== Task statement ==
Scan the lines below; pull out those with "fillStyle".

──────

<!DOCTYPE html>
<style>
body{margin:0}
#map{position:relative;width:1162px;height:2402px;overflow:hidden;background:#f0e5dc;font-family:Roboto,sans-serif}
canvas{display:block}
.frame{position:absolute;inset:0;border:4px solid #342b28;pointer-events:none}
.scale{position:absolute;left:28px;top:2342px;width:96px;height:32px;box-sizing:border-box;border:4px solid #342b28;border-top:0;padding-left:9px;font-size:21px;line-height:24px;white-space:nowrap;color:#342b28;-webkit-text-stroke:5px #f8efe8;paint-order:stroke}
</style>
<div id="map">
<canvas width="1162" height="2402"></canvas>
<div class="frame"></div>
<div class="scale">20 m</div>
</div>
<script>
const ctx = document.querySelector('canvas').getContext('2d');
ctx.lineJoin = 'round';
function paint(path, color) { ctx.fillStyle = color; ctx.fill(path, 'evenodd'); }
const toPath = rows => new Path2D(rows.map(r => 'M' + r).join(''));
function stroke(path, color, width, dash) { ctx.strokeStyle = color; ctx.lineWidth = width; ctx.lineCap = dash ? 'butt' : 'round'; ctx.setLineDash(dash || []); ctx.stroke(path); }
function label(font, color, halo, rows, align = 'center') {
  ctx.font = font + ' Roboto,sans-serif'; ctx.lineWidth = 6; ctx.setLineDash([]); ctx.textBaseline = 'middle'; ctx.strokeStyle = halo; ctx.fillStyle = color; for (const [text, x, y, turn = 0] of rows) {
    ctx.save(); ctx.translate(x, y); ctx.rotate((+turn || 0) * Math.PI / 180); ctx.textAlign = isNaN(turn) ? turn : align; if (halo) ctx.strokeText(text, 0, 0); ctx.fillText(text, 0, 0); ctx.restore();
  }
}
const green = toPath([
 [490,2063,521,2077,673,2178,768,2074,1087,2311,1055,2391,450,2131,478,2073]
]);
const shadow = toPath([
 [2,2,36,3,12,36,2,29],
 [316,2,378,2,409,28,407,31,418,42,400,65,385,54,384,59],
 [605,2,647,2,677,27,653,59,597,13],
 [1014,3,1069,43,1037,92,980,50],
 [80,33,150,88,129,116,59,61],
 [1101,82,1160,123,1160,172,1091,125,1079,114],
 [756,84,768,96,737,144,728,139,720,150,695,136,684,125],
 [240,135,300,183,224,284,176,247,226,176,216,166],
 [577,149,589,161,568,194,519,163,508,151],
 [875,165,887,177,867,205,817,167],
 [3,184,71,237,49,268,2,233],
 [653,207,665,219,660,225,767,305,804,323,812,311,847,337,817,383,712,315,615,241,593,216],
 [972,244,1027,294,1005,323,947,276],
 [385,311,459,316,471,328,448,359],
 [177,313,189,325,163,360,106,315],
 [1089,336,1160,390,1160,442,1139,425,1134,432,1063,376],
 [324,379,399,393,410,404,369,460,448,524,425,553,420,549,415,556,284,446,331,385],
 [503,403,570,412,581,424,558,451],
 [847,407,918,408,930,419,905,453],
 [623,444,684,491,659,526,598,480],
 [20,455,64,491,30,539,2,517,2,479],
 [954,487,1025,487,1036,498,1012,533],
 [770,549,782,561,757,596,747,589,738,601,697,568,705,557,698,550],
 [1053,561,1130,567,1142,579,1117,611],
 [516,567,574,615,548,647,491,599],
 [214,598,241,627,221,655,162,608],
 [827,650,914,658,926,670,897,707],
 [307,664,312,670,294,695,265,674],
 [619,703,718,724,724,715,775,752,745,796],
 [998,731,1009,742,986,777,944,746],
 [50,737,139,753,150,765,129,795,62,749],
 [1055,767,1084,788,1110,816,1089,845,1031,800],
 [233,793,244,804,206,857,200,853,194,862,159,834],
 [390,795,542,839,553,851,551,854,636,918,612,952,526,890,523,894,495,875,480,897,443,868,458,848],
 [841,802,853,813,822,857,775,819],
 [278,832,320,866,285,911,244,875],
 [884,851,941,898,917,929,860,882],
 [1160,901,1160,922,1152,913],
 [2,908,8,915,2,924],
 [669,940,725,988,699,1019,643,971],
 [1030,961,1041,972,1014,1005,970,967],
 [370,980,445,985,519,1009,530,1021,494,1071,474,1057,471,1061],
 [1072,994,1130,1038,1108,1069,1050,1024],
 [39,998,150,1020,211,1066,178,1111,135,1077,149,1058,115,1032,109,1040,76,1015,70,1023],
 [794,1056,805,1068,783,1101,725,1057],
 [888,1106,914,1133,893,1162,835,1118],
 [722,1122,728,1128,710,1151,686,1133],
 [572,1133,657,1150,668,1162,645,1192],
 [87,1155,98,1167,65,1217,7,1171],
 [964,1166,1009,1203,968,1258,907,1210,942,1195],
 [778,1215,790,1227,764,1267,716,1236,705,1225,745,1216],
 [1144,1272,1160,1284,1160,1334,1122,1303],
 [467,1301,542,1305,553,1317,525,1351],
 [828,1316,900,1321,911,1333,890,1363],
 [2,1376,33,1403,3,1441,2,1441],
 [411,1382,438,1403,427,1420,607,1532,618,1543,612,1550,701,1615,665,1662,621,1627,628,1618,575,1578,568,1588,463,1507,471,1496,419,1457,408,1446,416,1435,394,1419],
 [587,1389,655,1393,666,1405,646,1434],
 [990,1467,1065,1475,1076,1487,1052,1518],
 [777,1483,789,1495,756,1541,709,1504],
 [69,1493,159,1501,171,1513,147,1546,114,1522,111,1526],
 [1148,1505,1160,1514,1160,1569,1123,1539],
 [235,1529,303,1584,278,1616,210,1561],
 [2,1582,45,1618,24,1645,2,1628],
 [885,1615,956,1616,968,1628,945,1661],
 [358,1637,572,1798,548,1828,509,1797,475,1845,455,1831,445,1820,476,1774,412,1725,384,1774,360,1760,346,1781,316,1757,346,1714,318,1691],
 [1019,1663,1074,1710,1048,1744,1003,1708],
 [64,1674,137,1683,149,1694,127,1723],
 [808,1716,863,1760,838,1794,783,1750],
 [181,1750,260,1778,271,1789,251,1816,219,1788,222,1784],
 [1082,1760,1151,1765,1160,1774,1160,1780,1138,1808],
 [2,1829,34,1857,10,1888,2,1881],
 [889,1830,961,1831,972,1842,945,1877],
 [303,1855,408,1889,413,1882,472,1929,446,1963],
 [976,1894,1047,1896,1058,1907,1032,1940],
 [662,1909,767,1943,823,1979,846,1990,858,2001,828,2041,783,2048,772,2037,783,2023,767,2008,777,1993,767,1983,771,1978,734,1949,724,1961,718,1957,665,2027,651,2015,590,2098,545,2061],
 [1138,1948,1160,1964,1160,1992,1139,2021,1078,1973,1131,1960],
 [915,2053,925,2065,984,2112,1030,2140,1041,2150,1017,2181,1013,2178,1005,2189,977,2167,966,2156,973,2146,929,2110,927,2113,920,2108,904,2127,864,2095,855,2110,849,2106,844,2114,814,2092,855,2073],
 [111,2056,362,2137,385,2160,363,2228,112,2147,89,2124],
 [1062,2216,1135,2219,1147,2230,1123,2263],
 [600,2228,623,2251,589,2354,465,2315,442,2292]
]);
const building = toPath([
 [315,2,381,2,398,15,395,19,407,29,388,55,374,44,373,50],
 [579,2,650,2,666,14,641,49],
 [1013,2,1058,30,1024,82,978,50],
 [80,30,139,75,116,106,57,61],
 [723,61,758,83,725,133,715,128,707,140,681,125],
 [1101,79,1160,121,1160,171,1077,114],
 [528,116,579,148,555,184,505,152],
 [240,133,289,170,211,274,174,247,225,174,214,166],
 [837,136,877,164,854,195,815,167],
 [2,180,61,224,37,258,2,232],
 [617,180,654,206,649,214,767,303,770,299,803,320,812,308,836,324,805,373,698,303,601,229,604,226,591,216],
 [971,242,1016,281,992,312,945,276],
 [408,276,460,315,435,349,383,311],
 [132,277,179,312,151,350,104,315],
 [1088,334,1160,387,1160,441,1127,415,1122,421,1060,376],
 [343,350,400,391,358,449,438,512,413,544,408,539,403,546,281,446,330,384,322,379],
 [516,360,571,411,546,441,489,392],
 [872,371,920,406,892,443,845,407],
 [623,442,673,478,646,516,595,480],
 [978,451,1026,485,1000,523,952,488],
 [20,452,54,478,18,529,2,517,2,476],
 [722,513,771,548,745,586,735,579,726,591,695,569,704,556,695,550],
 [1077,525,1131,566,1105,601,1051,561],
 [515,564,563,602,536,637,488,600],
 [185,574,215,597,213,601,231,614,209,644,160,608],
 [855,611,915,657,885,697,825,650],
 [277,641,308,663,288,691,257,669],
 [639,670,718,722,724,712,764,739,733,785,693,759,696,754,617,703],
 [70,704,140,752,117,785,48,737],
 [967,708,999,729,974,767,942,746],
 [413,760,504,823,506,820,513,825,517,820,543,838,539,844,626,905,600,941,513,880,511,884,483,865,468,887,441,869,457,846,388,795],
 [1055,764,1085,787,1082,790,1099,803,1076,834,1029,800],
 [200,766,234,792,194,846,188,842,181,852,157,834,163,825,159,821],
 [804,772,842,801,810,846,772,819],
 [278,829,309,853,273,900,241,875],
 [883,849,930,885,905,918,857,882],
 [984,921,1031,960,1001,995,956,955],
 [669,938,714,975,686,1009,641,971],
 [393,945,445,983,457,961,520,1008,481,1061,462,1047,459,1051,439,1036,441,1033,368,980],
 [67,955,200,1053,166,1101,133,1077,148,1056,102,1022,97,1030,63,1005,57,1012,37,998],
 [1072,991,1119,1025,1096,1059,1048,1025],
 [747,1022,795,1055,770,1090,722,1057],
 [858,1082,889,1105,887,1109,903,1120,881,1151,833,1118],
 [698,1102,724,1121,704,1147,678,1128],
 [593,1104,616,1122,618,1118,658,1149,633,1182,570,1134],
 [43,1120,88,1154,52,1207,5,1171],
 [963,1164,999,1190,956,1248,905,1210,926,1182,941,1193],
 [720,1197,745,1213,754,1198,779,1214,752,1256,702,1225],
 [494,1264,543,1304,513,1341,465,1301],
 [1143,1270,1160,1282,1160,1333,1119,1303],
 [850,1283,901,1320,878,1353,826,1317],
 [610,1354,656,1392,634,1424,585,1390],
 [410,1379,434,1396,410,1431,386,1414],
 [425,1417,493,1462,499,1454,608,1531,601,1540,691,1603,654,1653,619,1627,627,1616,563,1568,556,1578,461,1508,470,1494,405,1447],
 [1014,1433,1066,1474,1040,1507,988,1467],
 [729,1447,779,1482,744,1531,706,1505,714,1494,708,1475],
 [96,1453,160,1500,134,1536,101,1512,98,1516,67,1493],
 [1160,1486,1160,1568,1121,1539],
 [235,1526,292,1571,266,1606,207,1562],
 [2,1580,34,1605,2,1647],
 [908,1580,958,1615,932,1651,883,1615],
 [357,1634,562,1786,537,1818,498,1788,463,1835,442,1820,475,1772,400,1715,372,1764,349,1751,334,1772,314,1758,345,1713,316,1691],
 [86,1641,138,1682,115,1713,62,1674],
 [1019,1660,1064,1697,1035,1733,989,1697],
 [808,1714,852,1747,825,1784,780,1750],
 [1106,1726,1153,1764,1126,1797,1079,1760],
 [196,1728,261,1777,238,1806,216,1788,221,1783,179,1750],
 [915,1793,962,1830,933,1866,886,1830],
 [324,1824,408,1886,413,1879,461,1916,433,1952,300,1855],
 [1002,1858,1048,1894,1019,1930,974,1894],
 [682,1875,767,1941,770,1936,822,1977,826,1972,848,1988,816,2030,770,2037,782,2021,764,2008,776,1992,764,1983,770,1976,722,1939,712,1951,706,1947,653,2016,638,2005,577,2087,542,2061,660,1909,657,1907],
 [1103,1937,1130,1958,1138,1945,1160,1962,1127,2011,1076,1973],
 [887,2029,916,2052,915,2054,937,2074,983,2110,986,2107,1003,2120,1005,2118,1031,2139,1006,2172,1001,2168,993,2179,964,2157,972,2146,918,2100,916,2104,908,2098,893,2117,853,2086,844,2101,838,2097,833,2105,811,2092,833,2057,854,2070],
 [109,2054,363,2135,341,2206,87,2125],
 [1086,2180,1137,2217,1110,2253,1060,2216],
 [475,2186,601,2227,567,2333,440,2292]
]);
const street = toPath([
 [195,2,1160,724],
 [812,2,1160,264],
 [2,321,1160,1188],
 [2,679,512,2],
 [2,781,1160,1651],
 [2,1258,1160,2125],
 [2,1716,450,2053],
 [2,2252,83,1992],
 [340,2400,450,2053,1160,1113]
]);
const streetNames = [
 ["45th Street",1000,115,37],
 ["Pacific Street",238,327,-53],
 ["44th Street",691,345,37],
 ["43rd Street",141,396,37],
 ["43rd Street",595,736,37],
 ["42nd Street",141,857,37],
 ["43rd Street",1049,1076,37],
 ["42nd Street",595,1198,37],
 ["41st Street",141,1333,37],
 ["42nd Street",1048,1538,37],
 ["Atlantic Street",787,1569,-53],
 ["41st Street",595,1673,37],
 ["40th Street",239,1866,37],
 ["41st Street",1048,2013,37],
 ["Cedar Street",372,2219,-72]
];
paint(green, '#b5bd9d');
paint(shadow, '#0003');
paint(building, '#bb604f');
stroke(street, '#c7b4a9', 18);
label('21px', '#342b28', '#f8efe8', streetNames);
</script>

──────

== Answer section ==
function paint(path, color) { ctx.fillStyle = color; ctx.fill(path, 'evenodd'); }
  ctx.font = font + ' Roboto,sans-serif'; ctx.lineWidth = 6; ctx.setLineDash([]); ctx.textBaseline = 'middle'; ctx.strokeStyle = halo; ctx.fillStyle = color; for (const [text, x, y, turn = 0] of rows) {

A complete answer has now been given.